DATA TO EXAMINE
--
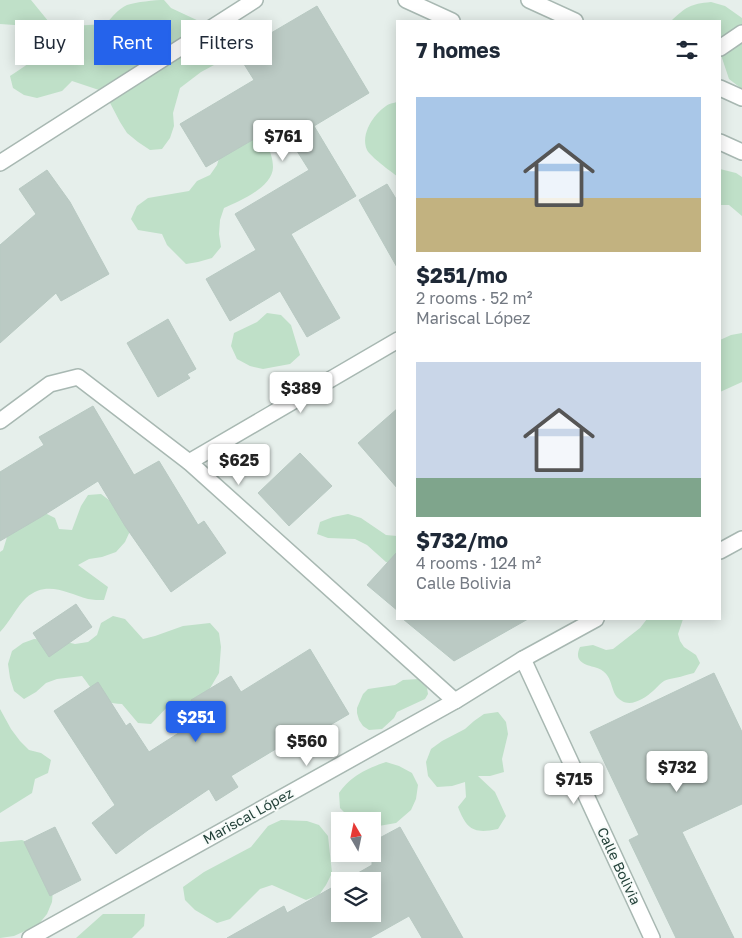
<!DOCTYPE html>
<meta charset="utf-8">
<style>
body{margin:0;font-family:"Golos Text",sans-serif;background:#f6f6f7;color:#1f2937;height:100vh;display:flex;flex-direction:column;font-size:19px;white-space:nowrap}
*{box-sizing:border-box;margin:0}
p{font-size:16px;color:#747a83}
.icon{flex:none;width:28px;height:28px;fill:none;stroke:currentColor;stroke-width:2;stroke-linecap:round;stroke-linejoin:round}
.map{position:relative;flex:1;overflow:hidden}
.sheet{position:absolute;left:396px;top:20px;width:325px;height:600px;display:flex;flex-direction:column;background:#fff;border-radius:0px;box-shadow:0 2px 12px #0003}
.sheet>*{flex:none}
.banner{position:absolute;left:15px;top:20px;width:306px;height:45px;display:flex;gap:10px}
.needle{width:32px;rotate:351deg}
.controls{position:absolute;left:331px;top:812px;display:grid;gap:10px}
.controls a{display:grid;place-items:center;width:50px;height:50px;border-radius:0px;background:#fff;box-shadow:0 2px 12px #0003;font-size:25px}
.price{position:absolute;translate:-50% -42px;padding:0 11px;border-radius:5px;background:#fff;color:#222;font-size:16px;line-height:32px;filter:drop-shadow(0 1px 2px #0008)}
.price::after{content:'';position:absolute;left:50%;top:30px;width:15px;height:11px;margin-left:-8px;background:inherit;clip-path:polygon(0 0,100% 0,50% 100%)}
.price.on{background:#2563eb;color:#fff}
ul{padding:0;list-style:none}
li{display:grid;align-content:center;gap:10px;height:265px;padding:0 20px}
li span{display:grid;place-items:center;height:155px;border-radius:0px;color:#555}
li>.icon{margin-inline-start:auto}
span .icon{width:90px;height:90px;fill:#fffc;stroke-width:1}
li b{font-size:21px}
h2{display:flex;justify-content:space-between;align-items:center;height:60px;padding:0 20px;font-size:21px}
.pill{padding:0 18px;border-radius:0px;background:#fff;box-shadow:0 2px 12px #0003;font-size:18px;line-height:45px}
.pill.on{background:#2563eb;color:#fff}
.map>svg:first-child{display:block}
</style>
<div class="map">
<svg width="742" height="938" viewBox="0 0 742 938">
<rect width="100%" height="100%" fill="#e6efeb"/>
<!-- green -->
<g fill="#bfe0c8">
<path d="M0 0H31L53 27 106 24C112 17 118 9 127 5 136 2 155 0 164 0L171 8 201 22 213 26 225 25 236 31 237 44 227 55 214 65 201 72 180 88 173 113 174 126 170 138 162 149 150 150 138 142 127 133 120 122 108 99 99 90 72 81 62 91 37 98 24 95 13 88 10 76C34 60 46 56 29 26L0 24Z"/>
<path d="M711 2 725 6 742 18V89L729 79 720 52V21H671C686 7 690 4 711 2Z"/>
<path d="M397 102 398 176H397C390 171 371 157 367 150 360 134 374 114 386 106 390 103 394 103 397 102Z"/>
<path d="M256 138 267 144C270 151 273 159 273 167 273 187 240 201 224 208L220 220 219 234 221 247 212 258 198 262 186 264 167 245 162 234 138 230 131 219 137 206 148 198 189 191 197 181 210 175 217 165 221 152 230 141Z"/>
<polygon points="720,169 736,173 742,177 742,216 729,205 720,205"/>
<polygon points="267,313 281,315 291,325 300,355 290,364 263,369 250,366 237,359 231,346 234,333 257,322"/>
<polygon points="742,333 742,382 720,392 720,340 731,335"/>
<path d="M101 494 121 509 130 531 125 542 116 552 102 557 89 559 78 565 108 587 104 600C99 600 93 600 88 599 66 593 47 580 26 598 17 606 9 623 0 632V552L3 550 11 524 43 512 55 518 59 529 72 530 81 506 88 495Z"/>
<polygon points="348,514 361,518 386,535 397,536 397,567 386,562 367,545 355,539 328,538 317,534 320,522 333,517"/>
<path d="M113 616 125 619 143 639 155 636 183 626 210 623 219 633 221 647 219 673 206 695 196 702 170 704 151 724 138 723 122 704C98 703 96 694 82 676L57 679 46 683 36 692 24 699 14 691 10 678 8 664 12 651 23 643 34 639 62 641 75 644 88 642 97 635 101 623Z"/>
<path d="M647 619H683L678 634 680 641 684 647 696 655 700 663 694 673C690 674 686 675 683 676 677 678 670 678 664 681 659 684 657 688 653 691 645 698 632 707 622 701 607 693 617 673 594 667 582 664 574 660 580 647L593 645 606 650 613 649 640 628Z"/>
<polygon points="418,679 427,688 428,694 425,699 397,712 394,718 382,729 369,730 363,726 359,720 357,713 357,708 363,694 368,689 395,685 403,680"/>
<polygon points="0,709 11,729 20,741 29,750 41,753 51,760 48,773 35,779 32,793 0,813"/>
<path d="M498 712 506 722 508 734 502 759 504 772 490 776H478L495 792 506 816 498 829C474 834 467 830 458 807L466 797 465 782 452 786 437 787 428 776 426 762 431 749 442 741 465 729 474 721 484 714Z"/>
<path d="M386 762 399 766 412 773 418 785 416 799 411 810 396 823 373 827 372 821H356L349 817 340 808 339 793C352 775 366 769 386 762Z"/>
<polygon points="281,820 307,821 319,825 328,836 332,873 326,885 319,895 306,900 272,885 260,889 230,919 217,923 195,910 185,900 183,887 204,872 251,847 268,826"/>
<polygon points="22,840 35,846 54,877 52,902 47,914 38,925 14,936 0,938 0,842"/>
<polygon points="103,914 145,914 144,926 132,938 76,938"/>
</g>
<!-- building -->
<g fill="#bbcac4" stroke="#b8c9c2">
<polygon points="317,6 369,93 314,126 356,196 291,234 340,318 307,337 280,291 230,321 206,279 256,250 235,214 309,170 280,124 206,167 180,124 254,80 237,53"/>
<polygon points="47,170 70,202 109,274 61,301 56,293 0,343 0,245 36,214 19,189"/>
<polygon points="387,184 398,202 398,269 359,200"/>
<polygon points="168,319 196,369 187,374 190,378 158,397 127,343"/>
<polygon points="93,406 134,475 159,461 198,525 204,521 226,553 171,592 125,526 98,481 41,517 0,541 0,472 44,445 39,437"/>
<polygon points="398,408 398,489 358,443"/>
<polygon points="300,453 332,486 289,526 258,493"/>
<polygon points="398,551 398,611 367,585"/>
<polygon points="76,604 92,627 49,657 33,633"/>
<polygon points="403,619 528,619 454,661"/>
<polygon points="310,649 349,714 303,741 299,735 231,776 238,787 216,801 209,789 148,830 116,854 92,823 115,805 54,711 98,682 126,726 130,723 149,752 202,718 191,700 231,676 241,692"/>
<polygon points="714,673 742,732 742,804 682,832 734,938 676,938 629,840 639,835 590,732"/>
<polygon points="55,827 81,880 50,896 24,842"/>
<polygon points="400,827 463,938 422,938 409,916 370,938 227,938 284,906 287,913 340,883 340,914 372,914 372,881 344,881 372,865 372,842"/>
</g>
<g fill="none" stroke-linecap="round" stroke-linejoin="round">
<!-- minor casing -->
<g stroke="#a8b8b2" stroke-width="18">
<g id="minor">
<polyline points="406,0 452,21"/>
<polyline points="529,0 575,21"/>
<polyline points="720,48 742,33"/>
<polyline points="720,88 742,98"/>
<polyline points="720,142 742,152"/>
<polyline points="0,163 255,0"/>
<polyline points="0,421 50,384 78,377 189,462 455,701"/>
<polyline points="189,462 398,340"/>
<polyline points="720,551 742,539"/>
<polyline points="523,659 652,938"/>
<polyline points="30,938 455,701 523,659 596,619"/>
</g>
</g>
<!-- minor -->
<use href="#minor" stroke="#fff" stroke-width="15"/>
</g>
<g text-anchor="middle" stroke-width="4" stroke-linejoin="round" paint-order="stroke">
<!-- street labels -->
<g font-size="14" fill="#24423a" stroke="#f7fbf9">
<text transform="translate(248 816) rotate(-29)" y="5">Mariscal López</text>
<text transform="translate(619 866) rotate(65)" y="5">Calle Bolivia</text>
</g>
</g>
</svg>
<div class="controls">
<a><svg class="needle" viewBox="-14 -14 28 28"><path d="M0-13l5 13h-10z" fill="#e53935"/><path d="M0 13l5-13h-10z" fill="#747a83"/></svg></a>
<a><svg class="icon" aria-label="layers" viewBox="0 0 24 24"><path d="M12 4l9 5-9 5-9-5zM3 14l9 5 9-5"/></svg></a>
</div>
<b class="price" style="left:283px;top:162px">$761</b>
<b class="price" style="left:301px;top:414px">$389</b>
<b class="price" style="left:239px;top:486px">$625</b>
<b class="price on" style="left:196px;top:743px">$251</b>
<b class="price" style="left:307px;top:767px">$560</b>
<b class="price" style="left:677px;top:793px">$732</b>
<b class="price" style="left:574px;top:805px">$715</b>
<div class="banner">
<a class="pill">Buy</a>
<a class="pill on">Rent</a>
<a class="pill">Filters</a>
</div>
<section class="sheet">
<h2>7 homes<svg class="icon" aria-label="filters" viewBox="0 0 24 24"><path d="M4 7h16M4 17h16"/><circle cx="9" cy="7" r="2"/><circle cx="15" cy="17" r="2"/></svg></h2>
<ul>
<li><span style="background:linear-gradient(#a9c7e8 65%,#c2b280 0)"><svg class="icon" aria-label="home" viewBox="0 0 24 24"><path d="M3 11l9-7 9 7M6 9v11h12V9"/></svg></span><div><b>$251/mo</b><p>2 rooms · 52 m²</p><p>Mariscal López</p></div></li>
<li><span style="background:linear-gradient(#c9d6e8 75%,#7fa58c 0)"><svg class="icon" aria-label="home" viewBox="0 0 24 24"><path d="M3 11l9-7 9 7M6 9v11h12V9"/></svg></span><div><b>$732/mo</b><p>4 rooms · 124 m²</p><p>Calle Bolivia</p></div></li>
</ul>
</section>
</div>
--
INSTRUCTIONS TO FOLLOW
Lines containing the string "linecap": report how many there are in the material above, and nothing more.

TASK ANSWER
2